Mahdieh Yazdani,Maziar Raissi
DOI: https://doi.org/10.48550/arXiv.2302.00117
2023-02-01
Abstract:The use of Artificial Intelligence (AI) in the real estate market has been growing in recent years. In this paper, we propose a new method for property valuation that utilizes self-supervised vision transformers, a recent breakthrough in computer vision and deep learning. Our proposed algorithm uses a combination of machine learning, computer vision and hedonic pricing models trained on real estate data to estimate the value of a given property. We collected and pre-processed a data set of real estate properties in the city of Boulder, Colorado and used it to train, validate and test our algorithm. Our data set consisted of qualitative images (including house interiors, exteriors, and street views) as well as quantitative features such as the number of bedrooms, bathrooms, square footage, lot square footage, property age, crime rates, and proximity to amenities. We evaluated the performance of our model using metrics such as Root Mean Squared Error (RMSE). Our findings indicate that these techniques are able to accurately predict the value of properties, with a low RMSE. The proposed algorithm outperforms traditional appraisal methods that do not leverage property images and has the potential to be used in real-world applications.

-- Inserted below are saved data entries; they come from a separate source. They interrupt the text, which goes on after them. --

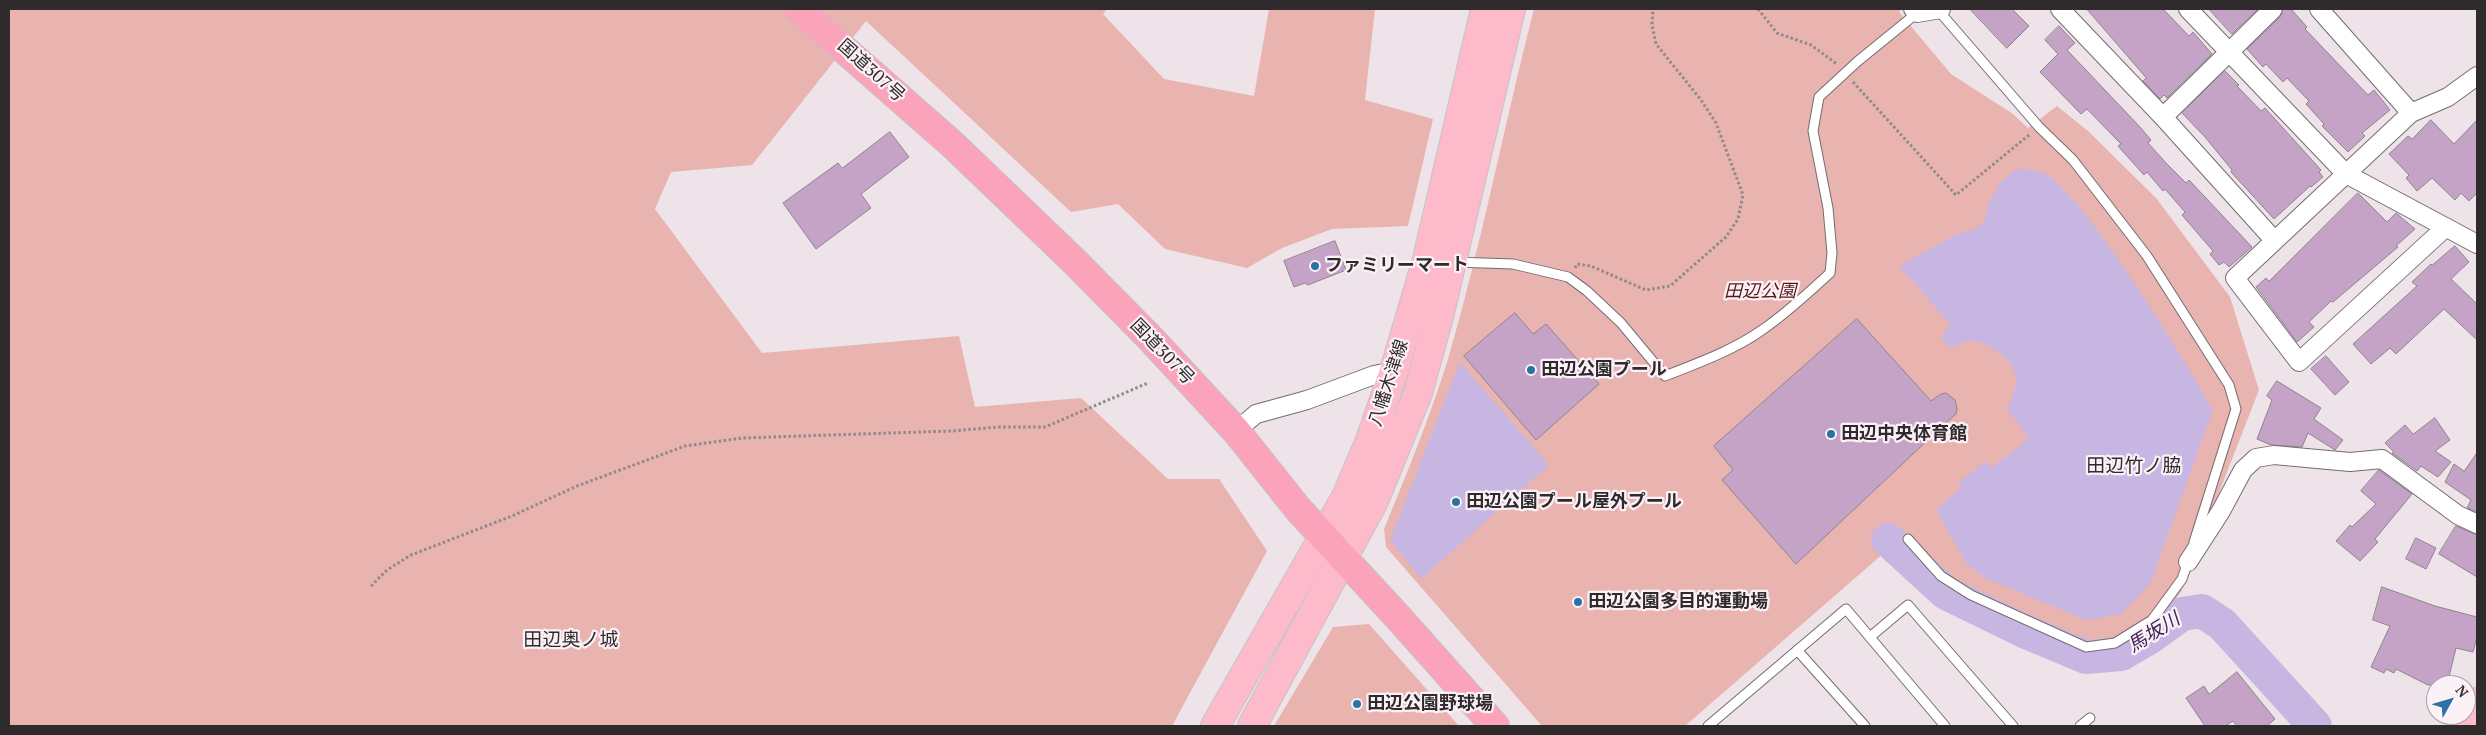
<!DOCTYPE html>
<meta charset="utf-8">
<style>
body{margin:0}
#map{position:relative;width:2486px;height:735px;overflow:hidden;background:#ede3e8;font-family:"PT Serif",serif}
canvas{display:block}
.frame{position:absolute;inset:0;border:10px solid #2f2b2d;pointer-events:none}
.north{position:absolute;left:2426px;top:675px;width:50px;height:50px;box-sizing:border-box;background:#fbf1f6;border:1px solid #a9a2a6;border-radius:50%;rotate:51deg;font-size:14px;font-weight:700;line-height:20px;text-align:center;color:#2f2b2d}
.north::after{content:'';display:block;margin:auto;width:18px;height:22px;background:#2973a6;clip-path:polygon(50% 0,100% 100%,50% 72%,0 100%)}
</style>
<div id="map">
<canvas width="2486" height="735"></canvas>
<div class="frame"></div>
<div class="north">N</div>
</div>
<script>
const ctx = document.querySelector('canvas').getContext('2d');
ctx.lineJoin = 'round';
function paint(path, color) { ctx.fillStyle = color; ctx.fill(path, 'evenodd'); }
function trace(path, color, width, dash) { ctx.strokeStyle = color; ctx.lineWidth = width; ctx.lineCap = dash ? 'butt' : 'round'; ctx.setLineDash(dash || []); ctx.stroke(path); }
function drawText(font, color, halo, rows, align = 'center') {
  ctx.font = font + ' "PT Serif","Noto Sans JP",serif'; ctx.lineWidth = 4.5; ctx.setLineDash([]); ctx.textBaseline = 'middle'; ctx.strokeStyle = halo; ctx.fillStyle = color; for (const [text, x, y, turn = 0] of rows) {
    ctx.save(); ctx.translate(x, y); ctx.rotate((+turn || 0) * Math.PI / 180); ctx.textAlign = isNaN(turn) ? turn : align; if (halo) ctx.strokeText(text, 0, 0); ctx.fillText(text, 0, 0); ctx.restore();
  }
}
const green = new Path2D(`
 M9,9H1107L1103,14L1164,79L1254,96L1269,9H1375L1365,100L1433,119L1408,226L1332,229L1282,248L1247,268L1165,249L1118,204L1071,212L866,21L752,165L671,172L655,209L762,353L959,336L975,407L1081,398L1168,479H1219L1267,551L1172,726H9Z
 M1534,9H1902L1899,12L1951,74L2013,114L2028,128L2057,106L2088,131L2156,198L2230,297L2259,390L2206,526L2193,566L2181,592L2154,626L2118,648L2084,651L1975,602L1938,579L1900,539L1685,726H1542L1386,547L1384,529C1407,473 1430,417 1448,359C1482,243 1504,125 1534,9Z
 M1369,624L1459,726H1274L1333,627Z`);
const water = new Path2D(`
 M2016,169C2023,170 2032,169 2039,171C2077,181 2190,369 2213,410L2150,584L2121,614L2086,620L1985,578L1966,563L1936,510L1961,488L1959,482L1986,461L1992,468L2029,438L2007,409C2011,400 2016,390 2016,379C2016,361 1986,338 1968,341C1962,342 1956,346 1950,348L1941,338L1950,324L1899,266L1959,233L1976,229L1985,220L1988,204L2000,183Z
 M1460,362L1549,465L1421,579L1390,540Z`);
const river = new Path2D(`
 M1888,540L1946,593L2024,631L2086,657L2121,654L2150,637L2182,614L2202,611L2222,624L2315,726`);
const building = new Path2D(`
 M1970,9H2012L2029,26L2007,48Z
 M2087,9H2163L2189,36L2193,32L2212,54L2167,98L2164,95L2160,99L2143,81L2146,78Z
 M2209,9H2258L2232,34Z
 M2283,9H2291L2307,27L2305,29L2368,95L2374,90L2390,110L2362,133L2365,136L2348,152L2322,126L2324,124L2306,104L2309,101L2287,78L2283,82L2266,64L2263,67L2247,49L2280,17Z
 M2059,26L2075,43L2067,50L2140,127L2151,140L2148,143L2167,164L2186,183L2189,180L2252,247L2229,267L2224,262L2219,265L2210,254L2213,251L2182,215L2185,212L2165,189L2163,191L2147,172L2144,175L2118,146L2121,144L2087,109L2081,114L2040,72L2058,54L2045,40Z
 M2225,71L2239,85L2237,86L2261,111L2265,108L2321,170L2319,172L2323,177L2311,187L2310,186L2274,219L2231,172L2232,170L2205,137L2182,113Z
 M2431,120L2454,144L2477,120V193L2469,201L2461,193L2455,200L2432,178L2417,191L2406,178L2409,175L2389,154L2408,136L2412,139Z
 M890,132L909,157L861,194L871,208L816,249L783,203L838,163L842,168Z
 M2358,193L2387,222L2396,213L2415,229L2396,246L2398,247L2333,302L2331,301L2309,322L2314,327L2297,342L2256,287L2266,278L2269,281Z
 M1335,241L1346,270L1308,285L1305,283L1294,287L1284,261Z
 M2455,246L2469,262L2451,279L2477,304V340L2444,309L2396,354L2390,348L2371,364L2353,344L2417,286L2412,282L2431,264L2432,265Z
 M1515,313L1533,334L1546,324L1599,384L1536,440L1464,356Z
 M1857,319L1931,401L1941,394L1946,393L1955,400L1957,408L1956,414L1948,421L1796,564L1722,480L1733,470L1714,446Z
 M2326,356L2349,382L2335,395L2311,369Z
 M2277,381L2321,408L2314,419L2343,440L2335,450L2308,433L2302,447L2271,445L2257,439L2272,400L2267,396Z
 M2435,418L2450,440L2435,451L2451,462L2438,477L2421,466L2417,471L2392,453L2394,452L2385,443L2405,425L2413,434Z
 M2477,453V512L2467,508L2471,500L2445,482L2454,464L2464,471Z
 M2379,470L2412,494L2375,539L2378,542L2360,561L2336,541L2350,525L2352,527L2376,504L2361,491Z
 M2456,526L2477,535V577L2439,554Z
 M2416,538L2436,548L2426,569L2406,559Z
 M2382,587L2435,606L2477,617V637L2473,652L2456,648L2447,685H2428L2396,669L2394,673L2386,669L2384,673L2371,667L2390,626L2373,620Z
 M2237,672L2275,719L2267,726H2237L2233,721L2225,726H2205L2186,698L2204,686L2209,694Z`);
const path = new Path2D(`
 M1758,9L1777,33L1811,45L1837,64
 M1853,82L1956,195L2029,135
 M1575,268L1577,264L1591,266L1646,290L1670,286L1726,237L1738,219L1743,195L1716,123L1701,100L1656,44L1652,25L1653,9
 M371,586L387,570L411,555L512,516L577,486L685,446L742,438L952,431L998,427H1045L1148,383`);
const service = new Path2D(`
 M1938,10L2039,127L2073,160L2147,256L2229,385L2236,409L2194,542
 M1454,262L1513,264L1568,277L1587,291L1621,323L1665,376C1698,363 1734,350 1762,330C1787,313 1808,293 1830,273L1832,253L1828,208L1813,131L1819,97L1858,61L1917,13
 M1908,539L1941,576L1971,595L2086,647L2115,643L2152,620L2182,579L2189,559
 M1870,637L1908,605L2013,726
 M1797,650L1865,726
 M1708,726L1846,609L1945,726
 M2080,726L2090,718`);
const minor = new Path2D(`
 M1913,9L1917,13L1941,9
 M2060,9L2163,117L2274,240
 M2188,9L2346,174L2477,244
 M2319,9L2411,113
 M2163,117L2273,9
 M2446,227L2299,362L2235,278L2411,113L2448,97L2477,76
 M1236,431L1256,414L1307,400L1374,375L1394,371
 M2188,562L2221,511L2243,470L2256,458L2274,455L2350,462L2382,459L2458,515L2477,524`);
const primary = new Path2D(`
 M1215,726L1346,497L1370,440L1394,371L1427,259L1485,9
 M1252,726L1374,501L1418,393L1439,317L1511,9
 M2471,726L2477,702`);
const trunk = new Path2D(`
 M798,9L952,144L1075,262L1151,339L1236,431L1298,509L1396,615L1495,726`);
const markers = [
 [1315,266,5,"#2973a6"],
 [1531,370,5,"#2973a6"],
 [1831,434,5,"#2973a6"],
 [1456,502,5,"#2973a6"],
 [1578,602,5,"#2973a6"],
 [1357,704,5,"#2973a6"]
];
const streetNames = [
 ["国道307号",871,71,42],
 ["国道307号",1162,352,46],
 ["八幡木津線",1389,383,-72]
];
const poiNames = [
 ["ファミリーマート",1325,266],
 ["田辺公園プール",1541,370],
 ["田辺中央体育館",1841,434],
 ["田辺公園プール屋外プール",1466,502],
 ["田辺公園多目的運動場",1588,602],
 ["田辺公園野球場",1367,704]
];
const parkNames = [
 ["田辺公園",1760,292]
];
const neighbourhoodNames = [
 ["田辺竹ノ脇",2134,467],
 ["田辺奥ノ城",571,641]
];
const waterNames = [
 ["馬坂川",2154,633,-32]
];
paint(green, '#e9b4af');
paint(water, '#c8b6e2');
trace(river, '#c8b6e2', 34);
paint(building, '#c5a3c7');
trace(building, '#8c858c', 1);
trace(service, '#756c71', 11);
trace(minor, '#756c71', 20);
trace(primary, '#c5c4c4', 30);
trace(trunk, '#c5c4c4', 30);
trace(path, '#90898c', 3, [2.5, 2.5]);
trace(service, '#fff', 9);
trace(minor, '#fff', 18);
trace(primary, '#fcbacb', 28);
trace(trunk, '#fba3ba', 28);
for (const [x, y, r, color] of markers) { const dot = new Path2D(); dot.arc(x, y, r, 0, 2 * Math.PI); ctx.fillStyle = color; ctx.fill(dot); trace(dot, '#fbf1f6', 2); }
drawText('18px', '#2f2b2d', '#fbf1f6', streetNames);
drawText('bold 18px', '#2f2b2d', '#fbf1f6', poiNames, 'left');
drawText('italic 18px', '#561716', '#fbf1f6', parkNames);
drawText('19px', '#2f2b2d', '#fbf1f6', neighbourhoodNames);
drawText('italic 19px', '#3c2357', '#fbf1f6', waterNames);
</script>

Computer Vision and Pattern Recognition,Artificial Intelligence,Machine Learning,Econometrics
What problem does this paper attempt to address?
The problem that this paper attempts to solve is: how to use Self - Supervised Vision Transformers to improve the accuracy of real - estate valuation. Specifically, the author proposes a new method. By combining machine learning, computer vision and hedonic pricing models, it uses a data set containing internal and external images of properties as well as quantitative features to estimate property values. This method aims to overcome the limitations of traditional evaluation methods that only rely on structural factors and socio - economic conditions while ignoring the influence of the visual appearance of houses on buyers' decisions. By introducing self - supervised learning techniques, the model can learn useful features from a large amount of unlabeled image data, thus achieving higher accuracy in predicting housing prices, especially for those properties where the visual appearance has a significant impact on the value.